* [Assignment]:
The expected answer is every line from the material below that has the word "linecap".

##### Record excerpts #####

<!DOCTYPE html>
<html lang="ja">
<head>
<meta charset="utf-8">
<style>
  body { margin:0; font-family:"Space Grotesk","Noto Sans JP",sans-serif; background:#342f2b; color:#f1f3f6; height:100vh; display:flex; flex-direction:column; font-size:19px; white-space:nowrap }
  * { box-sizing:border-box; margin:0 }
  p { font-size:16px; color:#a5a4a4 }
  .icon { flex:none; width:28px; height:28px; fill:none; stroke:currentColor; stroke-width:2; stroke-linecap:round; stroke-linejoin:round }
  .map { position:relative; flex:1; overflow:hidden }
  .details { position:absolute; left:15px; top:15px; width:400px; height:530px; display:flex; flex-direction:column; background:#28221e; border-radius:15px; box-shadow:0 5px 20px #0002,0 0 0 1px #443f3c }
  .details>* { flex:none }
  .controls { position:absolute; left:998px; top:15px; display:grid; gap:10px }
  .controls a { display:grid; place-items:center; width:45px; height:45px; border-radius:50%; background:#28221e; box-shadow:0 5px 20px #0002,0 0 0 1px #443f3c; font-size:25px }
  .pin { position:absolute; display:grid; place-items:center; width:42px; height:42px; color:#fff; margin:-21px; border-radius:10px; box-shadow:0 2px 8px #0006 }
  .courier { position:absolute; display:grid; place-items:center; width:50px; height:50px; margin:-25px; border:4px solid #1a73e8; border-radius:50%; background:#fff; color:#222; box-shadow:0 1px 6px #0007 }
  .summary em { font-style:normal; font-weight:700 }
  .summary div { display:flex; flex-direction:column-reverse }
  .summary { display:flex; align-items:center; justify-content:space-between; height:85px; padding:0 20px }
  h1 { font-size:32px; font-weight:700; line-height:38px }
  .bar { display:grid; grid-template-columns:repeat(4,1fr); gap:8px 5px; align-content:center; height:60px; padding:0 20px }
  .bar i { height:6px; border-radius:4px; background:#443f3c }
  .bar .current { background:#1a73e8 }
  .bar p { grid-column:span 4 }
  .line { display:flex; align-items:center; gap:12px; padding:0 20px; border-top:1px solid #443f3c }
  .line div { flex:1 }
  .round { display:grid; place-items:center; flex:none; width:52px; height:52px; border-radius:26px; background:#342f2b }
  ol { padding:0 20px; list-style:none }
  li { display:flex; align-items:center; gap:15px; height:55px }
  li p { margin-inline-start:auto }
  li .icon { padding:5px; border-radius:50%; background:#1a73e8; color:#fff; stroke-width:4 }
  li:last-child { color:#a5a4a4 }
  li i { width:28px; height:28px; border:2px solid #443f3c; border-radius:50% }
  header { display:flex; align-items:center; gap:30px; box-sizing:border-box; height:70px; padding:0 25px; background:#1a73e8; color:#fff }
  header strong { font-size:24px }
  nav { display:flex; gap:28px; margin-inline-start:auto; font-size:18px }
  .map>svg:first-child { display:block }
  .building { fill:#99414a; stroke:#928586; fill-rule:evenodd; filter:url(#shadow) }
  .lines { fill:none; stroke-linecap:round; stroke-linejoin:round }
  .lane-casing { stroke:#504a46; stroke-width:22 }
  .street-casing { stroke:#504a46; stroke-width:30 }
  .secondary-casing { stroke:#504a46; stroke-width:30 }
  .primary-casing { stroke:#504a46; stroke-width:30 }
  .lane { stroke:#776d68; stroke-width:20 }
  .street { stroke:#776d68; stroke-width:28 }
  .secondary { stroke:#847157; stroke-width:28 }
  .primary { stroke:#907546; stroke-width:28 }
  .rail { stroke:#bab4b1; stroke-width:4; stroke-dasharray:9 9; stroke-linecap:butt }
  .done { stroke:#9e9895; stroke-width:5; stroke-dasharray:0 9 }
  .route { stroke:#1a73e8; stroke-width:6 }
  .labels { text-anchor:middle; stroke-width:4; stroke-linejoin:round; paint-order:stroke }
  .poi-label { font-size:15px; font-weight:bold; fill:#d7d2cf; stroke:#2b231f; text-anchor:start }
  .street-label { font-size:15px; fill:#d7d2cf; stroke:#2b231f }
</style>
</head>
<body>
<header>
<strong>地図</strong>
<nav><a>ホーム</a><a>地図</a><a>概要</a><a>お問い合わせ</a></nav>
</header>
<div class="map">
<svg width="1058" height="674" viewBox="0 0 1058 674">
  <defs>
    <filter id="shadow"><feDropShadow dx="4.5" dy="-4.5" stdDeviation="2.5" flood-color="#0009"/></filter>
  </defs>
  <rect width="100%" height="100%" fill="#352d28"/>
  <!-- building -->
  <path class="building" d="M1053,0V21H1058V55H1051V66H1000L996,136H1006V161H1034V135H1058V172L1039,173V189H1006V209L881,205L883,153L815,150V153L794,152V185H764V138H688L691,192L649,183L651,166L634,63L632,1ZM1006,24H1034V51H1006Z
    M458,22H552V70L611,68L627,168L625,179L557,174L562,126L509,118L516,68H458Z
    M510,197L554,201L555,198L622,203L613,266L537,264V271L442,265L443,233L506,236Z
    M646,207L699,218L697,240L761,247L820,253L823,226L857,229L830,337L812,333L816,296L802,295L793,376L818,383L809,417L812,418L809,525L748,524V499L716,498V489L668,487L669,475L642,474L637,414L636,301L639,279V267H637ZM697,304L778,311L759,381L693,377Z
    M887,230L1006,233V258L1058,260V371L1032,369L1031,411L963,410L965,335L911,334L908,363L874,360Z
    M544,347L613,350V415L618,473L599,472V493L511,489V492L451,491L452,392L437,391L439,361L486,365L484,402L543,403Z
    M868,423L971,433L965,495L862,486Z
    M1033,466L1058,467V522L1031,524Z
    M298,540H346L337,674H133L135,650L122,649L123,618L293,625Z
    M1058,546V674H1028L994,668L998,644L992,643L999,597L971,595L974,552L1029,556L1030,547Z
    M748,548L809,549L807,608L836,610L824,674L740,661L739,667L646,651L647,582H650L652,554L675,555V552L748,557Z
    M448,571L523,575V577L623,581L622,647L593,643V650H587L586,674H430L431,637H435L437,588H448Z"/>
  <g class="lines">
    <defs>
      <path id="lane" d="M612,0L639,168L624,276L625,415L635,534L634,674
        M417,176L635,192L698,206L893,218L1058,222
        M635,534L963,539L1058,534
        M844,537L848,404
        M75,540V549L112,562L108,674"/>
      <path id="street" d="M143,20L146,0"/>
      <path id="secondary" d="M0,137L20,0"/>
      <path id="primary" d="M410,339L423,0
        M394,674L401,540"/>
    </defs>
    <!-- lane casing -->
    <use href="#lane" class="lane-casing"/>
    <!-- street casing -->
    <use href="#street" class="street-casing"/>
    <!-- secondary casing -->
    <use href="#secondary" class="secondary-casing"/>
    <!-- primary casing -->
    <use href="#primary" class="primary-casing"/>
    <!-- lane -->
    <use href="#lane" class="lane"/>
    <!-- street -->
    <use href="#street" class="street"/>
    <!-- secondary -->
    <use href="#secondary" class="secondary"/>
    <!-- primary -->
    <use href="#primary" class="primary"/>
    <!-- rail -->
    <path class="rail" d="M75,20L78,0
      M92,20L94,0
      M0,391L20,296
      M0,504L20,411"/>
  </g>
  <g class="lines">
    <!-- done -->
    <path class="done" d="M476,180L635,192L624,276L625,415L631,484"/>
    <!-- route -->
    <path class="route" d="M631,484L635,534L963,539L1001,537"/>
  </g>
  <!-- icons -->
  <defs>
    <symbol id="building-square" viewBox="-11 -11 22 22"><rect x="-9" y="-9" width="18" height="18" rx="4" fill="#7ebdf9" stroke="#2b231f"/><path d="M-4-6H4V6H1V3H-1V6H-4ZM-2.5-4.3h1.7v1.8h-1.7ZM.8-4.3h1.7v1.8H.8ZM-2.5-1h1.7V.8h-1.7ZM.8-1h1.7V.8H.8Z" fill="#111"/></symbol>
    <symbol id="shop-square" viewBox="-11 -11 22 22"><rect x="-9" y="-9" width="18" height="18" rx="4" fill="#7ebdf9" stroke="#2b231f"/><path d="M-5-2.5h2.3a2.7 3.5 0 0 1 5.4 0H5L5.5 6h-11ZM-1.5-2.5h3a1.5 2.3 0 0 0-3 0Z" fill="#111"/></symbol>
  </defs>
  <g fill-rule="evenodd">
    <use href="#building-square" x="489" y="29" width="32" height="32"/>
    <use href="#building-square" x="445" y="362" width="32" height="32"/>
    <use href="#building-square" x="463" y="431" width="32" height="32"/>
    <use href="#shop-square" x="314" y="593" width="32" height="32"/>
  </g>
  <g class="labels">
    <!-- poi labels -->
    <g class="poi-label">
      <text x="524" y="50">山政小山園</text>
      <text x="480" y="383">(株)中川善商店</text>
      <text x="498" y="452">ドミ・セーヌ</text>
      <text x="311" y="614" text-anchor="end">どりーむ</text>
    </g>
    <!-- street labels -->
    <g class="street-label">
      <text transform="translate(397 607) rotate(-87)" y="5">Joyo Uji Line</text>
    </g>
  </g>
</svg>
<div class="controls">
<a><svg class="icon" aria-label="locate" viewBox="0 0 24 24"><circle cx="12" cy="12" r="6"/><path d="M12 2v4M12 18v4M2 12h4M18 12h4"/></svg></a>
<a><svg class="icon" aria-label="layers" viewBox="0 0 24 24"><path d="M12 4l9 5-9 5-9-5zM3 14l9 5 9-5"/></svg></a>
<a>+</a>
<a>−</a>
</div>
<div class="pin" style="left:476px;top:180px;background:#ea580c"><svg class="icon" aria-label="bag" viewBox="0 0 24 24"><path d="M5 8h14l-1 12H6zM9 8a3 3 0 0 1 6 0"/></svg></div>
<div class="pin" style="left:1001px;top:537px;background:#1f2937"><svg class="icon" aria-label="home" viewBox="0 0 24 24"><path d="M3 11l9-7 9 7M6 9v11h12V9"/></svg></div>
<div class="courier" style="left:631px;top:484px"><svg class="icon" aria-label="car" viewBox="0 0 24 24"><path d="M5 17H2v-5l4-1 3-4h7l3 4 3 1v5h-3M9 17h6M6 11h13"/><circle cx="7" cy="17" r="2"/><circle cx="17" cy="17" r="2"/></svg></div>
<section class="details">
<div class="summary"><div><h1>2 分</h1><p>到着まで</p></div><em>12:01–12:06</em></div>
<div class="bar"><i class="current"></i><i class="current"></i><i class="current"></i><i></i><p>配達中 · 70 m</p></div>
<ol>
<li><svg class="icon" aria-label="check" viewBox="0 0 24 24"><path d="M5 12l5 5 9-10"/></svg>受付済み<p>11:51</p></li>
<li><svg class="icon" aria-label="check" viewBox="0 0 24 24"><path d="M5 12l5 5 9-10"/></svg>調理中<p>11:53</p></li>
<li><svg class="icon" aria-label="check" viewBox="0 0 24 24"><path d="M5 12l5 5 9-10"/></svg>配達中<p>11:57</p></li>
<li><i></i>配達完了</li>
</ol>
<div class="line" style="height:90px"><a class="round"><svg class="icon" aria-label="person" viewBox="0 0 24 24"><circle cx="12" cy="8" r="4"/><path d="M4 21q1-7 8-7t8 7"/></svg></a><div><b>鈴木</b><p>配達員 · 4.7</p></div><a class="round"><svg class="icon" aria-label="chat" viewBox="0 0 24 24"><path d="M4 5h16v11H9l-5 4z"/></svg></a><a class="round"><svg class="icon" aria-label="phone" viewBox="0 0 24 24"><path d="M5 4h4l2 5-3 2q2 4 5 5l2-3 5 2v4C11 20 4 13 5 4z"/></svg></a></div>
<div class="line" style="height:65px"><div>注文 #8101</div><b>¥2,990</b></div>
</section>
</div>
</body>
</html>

#####

* [Written answer]:
  .icon { flex:none; width:28px; height:28px; fill:none; stroke:currentColor; stroke-width:2; stroke-linecap:round; stroke-linejoin:round }
  .lines { fill:none; stroke-linecap:round; stroke-linejoin:round }
  .rail { stroke:#bab4b1; stroke-width:4; stroke-dasharray:9 9; stroke-linecap:butt }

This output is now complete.